# Slacker Otos



## Darth Erin (Jul 6, 2008)

Hello! I recently had a brown algae issue in my 80 gallon, mainly on the plants. I reduced the ferts and such, but to no avail. Getting it off the glass was easy enough, but the plants looked absolutely horrible. So, I purchased 6 oto cats to take care of the problem. And take care of it they did. Within 3 days, the plants were back to their vibrant green and I could actually see the true colors of the rocks I put in. I watched the little suckers go to town and it was really cool to watch. They were especially industrious at night. I'd wake up the next morning and saw the fruits of their nocturnal labors. But now, they are slacking! They've been in for about 2 months. All 6 are still alive but I don't see them eat any algae at all now. They either attach themselves to the airlines of the bubble wands or the intakes of the filters. And there they sit, every day. They look healthy enough. Their dorsal fins are all upright and not clamped to their body and they all have the healthy oto cat pot belly. From what I've read, otos are consistent and reliable algae eaters and don't get lazy like flying foxes are known to do. So what's the deal? Has anybody else had the same experience? The plants are covered in brown algae again so there's no lack of food for them.


----------



## lagniappe (Jan 11, 2008)

Those guys are probably stuffed. Six ottos may not be enough for a tank that size.
You may try adding 10 more or putting a pleco in the mix. More light could help too. I know that sounds nuts but brown algae thrives in lower light.


----------



## djrichie (May 15, 2008)

The brown algea is cuasr by the silca in the gravel (resaon why you need to really rinse it) that you have in the tank, in time with water changes it will disappear. SO addinf 10 more otto will fis the problem now but then when the silca is gone from the water colom it won't be there and then you will have 15 hungry Otto's that you will need to buy aglea waffers for. Most likely you the are full....


----------



## lagniappe (Jan 11, 2008)

Silicates will continue to leach from the gravel if thats the source. The most common source (in a high silica tank) is the water supply. 
I am growing plants over some tanks and the substrate is perlit in one, lava rock in another, and diatomaceous earth in the last. All three of these contain some silica (according to the bag) in fact, thats what they're made of. All three of these tanks have brown algae now  
Silica is very important for plants (soluble silica), but makes for a tough time in an aquarium.


----------



## Darth Erin (Jul 6, 2008)

Thanks so much for the replies. For lighting, I'm running two T-5's. I'm unsure if that's considered high or low light. For substrate, the lower layer is fluorite and the top layer is gravel purchased at Petsmart. I rinsed all of it out very thoroughly, as far as I know. I've had the tank up and running since September and religiously do weekly 20% water changes. For plant ferts, I've got Seachem underground fert tabs and I put a capful of Florin-K and Flourish Excel about every 3-5 days. I was doing 2 capfuls of each every other day. Is there a test kit for silica? I've never looked. I'm still a beginner so there's a lot of stuff I'm still learning.

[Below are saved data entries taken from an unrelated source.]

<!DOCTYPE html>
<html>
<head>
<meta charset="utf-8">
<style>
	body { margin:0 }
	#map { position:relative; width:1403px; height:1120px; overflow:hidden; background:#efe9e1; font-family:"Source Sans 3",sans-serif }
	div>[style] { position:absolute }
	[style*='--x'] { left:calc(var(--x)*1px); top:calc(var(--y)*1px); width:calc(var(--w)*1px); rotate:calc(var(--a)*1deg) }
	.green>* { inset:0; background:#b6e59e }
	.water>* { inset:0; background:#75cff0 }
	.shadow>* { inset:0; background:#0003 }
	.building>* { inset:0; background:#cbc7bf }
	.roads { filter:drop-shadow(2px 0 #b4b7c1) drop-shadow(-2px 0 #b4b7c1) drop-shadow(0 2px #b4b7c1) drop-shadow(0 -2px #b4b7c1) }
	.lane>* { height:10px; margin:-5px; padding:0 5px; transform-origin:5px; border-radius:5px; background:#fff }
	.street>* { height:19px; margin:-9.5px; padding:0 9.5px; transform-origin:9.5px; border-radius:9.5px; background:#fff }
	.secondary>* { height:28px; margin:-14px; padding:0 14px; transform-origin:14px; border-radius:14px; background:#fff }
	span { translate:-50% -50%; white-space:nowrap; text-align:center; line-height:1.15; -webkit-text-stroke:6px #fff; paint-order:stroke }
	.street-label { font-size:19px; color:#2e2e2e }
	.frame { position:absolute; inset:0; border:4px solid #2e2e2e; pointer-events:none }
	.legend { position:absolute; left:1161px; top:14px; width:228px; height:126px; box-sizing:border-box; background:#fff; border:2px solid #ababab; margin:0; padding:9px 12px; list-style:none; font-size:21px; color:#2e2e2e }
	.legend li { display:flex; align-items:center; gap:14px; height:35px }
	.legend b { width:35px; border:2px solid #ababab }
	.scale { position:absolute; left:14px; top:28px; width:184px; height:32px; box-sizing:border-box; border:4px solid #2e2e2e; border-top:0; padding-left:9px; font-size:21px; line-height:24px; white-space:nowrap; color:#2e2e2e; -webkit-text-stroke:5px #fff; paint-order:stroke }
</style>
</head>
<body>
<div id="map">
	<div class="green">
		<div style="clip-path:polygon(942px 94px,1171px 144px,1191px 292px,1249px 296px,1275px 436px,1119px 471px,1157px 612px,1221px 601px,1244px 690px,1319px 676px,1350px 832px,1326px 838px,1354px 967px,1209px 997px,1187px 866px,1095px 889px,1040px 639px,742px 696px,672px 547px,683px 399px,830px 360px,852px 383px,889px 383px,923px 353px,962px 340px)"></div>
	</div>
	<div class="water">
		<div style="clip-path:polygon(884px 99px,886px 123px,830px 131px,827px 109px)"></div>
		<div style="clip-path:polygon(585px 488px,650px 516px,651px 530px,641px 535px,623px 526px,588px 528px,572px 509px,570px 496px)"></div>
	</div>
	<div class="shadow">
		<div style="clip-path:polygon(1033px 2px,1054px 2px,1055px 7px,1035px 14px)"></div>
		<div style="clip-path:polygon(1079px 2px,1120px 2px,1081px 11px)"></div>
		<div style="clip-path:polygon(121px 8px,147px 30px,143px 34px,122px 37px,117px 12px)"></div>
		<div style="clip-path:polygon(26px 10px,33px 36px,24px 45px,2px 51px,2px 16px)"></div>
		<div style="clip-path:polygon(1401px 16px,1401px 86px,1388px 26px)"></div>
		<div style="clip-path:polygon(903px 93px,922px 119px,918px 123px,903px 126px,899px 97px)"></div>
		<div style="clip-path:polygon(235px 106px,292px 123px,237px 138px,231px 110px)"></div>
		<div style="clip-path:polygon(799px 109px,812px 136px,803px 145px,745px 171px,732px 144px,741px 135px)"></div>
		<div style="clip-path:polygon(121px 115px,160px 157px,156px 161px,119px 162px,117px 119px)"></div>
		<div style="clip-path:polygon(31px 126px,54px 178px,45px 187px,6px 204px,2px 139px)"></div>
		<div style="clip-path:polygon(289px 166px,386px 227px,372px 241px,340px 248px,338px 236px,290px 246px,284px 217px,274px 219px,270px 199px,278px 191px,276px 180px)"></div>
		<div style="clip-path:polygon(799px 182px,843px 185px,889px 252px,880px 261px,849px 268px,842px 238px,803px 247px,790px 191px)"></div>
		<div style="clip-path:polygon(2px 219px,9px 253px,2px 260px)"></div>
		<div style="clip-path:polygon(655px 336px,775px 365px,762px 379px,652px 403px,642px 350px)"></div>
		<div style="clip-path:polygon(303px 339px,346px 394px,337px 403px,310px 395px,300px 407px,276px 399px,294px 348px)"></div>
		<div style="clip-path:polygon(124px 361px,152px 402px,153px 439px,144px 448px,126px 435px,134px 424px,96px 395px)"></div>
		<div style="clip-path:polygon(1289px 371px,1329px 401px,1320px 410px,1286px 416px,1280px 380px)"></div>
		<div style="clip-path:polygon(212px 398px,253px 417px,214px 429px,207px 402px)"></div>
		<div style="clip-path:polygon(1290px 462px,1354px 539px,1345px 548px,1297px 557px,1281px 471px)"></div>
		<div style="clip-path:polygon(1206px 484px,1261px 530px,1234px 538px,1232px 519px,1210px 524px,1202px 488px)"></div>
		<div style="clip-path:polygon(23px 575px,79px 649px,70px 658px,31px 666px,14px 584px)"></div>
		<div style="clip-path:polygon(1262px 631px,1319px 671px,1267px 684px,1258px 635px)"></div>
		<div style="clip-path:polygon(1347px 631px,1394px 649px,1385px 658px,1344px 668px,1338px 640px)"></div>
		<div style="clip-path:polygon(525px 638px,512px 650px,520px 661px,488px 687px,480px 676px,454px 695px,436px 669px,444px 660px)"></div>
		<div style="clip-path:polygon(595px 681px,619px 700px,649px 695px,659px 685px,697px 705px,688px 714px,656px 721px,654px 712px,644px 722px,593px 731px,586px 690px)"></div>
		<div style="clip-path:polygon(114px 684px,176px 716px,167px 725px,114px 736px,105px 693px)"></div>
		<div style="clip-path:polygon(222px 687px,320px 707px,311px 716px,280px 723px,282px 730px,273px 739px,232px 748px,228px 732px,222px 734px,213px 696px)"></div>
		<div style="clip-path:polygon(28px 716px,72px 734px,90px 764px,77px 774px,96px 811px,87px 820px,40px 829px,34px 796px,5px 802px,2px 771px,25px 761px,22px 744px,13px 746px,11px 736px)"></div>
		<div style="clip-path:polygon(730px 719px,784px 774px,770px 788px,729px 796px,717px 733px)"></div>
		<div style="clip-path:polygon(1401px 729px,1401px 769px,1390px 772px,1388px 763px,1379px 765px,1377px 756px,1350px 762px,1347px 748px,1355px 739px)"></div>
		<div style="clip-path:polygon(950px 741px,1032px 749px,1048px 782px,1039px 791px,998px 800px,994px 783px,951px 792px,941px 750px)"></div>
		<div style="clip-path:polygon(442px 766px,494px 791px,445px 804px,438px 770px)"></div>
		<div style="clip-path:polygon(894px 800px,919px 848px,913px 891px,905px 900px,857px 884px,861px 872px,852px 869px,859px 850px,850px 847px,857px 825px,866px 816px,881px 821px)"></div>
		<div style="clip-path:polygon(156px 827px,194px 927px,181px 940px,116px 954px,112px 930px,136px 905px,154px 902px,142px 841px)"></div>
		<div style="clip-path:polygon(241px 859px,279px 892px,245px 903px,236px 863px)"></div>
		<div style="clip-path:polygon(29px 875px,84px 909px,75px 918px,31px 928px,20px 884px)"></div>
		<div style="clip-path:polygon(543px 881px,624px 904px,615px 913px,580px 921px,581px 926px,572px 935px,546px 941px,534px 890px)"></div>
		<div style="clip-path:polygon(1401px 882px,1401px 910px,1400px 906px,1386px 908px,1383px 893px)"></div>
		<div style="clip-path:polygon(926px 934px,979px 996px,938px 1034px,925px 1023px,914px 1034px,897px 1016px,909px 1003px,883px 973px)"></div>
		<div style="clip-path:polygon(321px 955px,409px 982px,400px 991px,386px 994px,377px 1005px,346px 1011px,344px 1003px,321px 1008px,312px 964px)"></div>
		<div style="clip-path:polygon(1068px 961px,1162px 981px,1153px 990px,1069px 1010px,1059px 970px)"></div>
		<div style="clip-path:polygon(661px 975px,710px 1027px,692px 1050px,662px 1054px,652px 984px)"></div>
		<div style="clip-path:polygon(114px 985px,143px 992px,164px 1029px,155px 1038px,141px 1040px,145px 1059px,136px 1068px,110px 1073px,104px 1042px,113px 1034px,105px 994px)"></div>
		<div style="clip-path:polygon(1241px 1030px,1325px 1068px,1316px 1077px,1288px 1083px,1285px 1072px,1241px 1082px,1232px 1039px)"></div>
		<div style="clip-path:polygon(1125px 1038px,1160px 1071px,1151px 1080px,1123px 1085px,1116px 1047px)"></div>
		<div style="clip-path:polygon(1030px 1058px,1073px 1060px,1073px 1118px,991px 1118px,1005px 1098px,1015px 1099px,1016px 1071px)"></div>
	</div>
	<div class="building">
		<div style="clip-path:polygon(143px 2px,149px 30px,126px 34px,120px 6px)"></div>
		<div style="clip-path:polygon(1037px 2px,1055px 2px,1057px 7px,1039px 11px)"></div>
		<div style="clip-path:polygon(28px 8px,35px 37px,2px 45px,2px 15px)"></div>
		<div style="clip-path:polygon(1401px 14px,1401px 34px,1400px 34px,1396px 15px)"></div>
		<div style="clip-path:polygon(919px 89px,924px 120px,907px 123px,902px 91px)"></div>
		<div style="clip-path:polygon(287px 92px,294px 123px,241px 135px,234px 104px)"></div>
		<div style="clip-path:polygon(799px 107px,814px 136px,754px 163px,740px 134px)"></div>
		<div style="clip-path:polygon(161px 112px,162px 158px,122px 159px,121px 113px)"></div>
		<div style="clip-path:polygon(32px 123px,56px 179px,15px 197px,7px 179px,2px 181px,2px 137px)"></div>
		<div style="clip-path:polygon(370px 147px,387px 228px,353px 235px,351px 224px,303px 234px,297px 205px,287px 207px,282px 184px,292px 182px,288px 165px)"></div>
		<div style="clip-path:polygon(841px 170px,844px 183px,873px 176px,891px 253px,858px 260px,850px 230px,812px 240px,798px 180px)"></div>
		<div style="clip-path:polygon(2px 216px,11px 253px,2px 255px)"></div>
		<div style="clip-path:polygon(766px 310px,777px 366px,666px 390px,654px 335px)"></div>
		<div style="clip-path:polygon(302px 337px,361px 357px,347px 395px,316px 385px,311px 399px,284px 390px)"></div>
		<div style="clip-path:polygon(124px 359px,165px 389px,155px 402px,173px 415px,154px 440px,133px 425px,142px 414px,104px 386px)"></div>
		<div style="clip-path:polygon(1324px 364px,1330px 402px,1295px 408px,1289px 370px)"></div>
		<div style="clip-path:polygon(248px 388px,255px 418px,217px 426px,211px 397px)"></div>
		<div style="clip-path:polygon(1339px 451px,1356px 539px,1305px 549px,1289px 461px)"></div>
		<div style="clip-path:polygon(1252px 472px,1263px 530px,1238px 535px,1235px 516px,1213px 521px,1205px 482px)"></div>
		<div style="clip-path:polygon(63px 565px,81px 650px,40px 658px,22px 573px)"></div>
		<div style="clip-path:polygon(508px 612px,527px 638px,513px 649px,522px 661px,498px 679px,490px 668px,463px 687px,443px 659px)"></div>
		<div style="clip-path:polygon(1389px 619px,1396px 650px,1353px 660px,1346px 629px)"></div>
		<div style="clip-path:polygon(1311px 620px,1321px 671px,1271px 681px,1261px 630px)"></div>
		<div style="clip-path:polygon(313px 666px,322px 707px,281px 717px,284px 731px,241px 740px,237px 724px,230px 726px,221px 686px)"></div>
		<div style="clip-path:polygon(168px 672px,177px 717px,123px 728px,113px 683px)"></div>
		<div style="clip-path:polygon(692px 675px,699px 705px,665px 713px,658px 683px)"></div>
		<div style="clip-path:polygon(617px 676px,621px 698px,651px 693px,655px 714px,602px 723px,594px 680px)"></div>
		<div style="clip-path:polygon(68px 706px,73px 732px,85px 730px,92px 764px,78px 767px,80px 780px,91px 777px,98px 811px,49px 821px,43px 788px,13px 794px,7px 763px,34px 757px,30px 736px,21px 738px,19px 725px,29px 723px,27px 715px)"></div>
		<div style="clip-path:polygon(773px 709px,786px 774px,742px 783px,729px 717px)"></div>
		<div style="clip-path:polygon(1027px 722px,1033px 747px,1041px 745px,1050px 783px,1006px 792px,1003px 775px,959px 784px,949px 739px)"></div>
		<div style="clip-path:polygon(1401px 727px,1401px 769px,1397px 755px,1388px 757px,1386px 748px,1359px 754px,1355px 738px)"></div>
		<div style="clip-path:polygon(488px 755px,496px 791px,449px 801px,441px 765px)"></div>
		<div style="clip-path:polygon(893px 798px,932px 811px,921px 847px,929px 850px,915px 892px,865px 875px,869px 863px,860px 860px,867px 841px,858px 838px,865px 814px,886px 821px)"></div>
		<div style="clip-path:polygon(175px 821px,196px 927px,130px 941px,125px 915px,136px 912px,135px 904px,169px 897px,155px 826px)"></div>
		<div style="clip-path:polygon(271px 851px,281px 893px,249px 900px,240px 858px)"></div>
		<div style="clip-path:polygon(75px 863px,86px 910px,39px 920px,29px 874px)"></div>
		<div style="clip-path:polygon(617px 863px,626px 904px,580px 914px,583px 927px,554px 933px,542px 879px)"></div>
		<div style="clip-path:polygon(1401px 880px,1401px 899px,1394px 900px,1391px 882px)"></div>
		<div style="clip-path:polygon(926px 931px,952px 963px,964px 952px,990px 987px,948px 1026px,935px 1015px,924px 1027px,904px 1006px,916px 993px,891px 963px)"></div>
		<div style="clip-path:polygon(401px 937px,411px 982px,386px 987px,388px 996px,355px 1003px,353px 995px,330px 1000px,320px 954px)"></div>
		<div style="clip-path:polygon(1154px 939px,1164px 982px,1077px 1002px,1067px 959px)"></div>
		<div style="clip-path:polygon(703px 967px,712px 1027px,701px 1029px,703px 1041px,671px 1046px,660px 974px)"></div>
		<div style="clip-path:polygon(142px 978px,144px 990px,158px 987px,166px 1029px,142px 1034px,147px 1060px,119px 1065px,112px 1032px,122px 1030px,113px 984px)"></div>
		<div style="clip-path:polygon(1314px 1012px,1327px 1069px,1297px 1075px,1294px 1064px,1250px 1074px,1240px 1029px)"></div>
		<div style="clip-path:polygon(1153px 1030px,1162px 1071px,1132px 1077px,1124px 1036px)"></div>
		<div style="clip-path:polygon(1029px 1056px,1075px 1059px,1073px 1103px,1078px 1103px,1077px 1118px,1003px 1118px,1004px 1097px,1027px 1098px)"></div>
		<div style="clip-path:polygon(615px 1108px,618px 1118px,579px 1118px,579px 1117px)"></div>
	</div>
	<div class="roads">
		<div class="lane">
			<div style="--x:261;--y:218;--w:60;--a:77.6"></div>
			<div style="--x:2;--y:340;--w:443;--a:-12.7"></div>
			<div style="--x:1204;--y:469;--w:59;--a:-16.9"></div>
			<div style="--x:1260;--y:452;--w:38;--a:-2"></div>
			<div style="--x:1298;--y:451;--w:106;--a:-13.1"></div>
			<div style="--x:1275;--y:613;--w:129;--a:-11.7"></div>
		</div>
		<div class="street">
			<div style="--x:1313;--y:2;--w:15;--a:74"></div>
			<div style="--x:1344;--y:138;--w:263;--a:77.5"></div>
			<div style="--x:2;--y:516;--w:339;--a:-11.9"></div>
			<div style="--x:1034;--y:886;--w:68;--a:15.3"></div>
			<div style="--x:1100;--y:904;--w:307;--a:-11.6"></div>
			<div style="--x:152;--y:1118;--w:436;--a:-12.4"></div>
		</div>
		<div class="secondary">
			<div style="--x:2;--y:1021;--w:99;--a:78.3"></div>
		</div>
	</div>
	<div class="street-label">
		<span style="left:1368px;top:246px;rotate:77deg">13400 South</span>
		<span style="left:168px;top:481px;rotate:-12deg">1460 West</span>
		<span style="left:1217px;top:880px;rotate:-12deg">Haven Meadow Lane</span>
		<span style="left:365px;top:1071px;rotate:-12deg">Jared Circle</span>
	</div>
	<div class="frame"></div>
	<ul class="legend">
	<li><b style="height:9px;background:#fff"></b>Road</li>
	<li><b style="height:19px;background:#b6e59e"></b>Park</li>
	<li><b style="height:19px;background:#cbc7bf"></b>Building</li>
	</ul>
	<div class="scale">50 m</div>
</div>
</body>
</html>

I ordered a UV sterilizer finally (Turbo Twist). I was having a hard time ensuring that one would be compatible with the hose diameter of the Eheims I'm running. I heard this kills all free-floating algae. Along with the brown algae, I've started getting this bright green algae that's a bugger to get off the glass. I have an algae scrubber and that's not very effective on the green stuff. I need to get a scraper. So the otos are stuffed, eh? Well, there was a LOT of algae on the plants. But I haven't seen them go to town for a month and a half. Will they ever get, er, unstuffed?


----------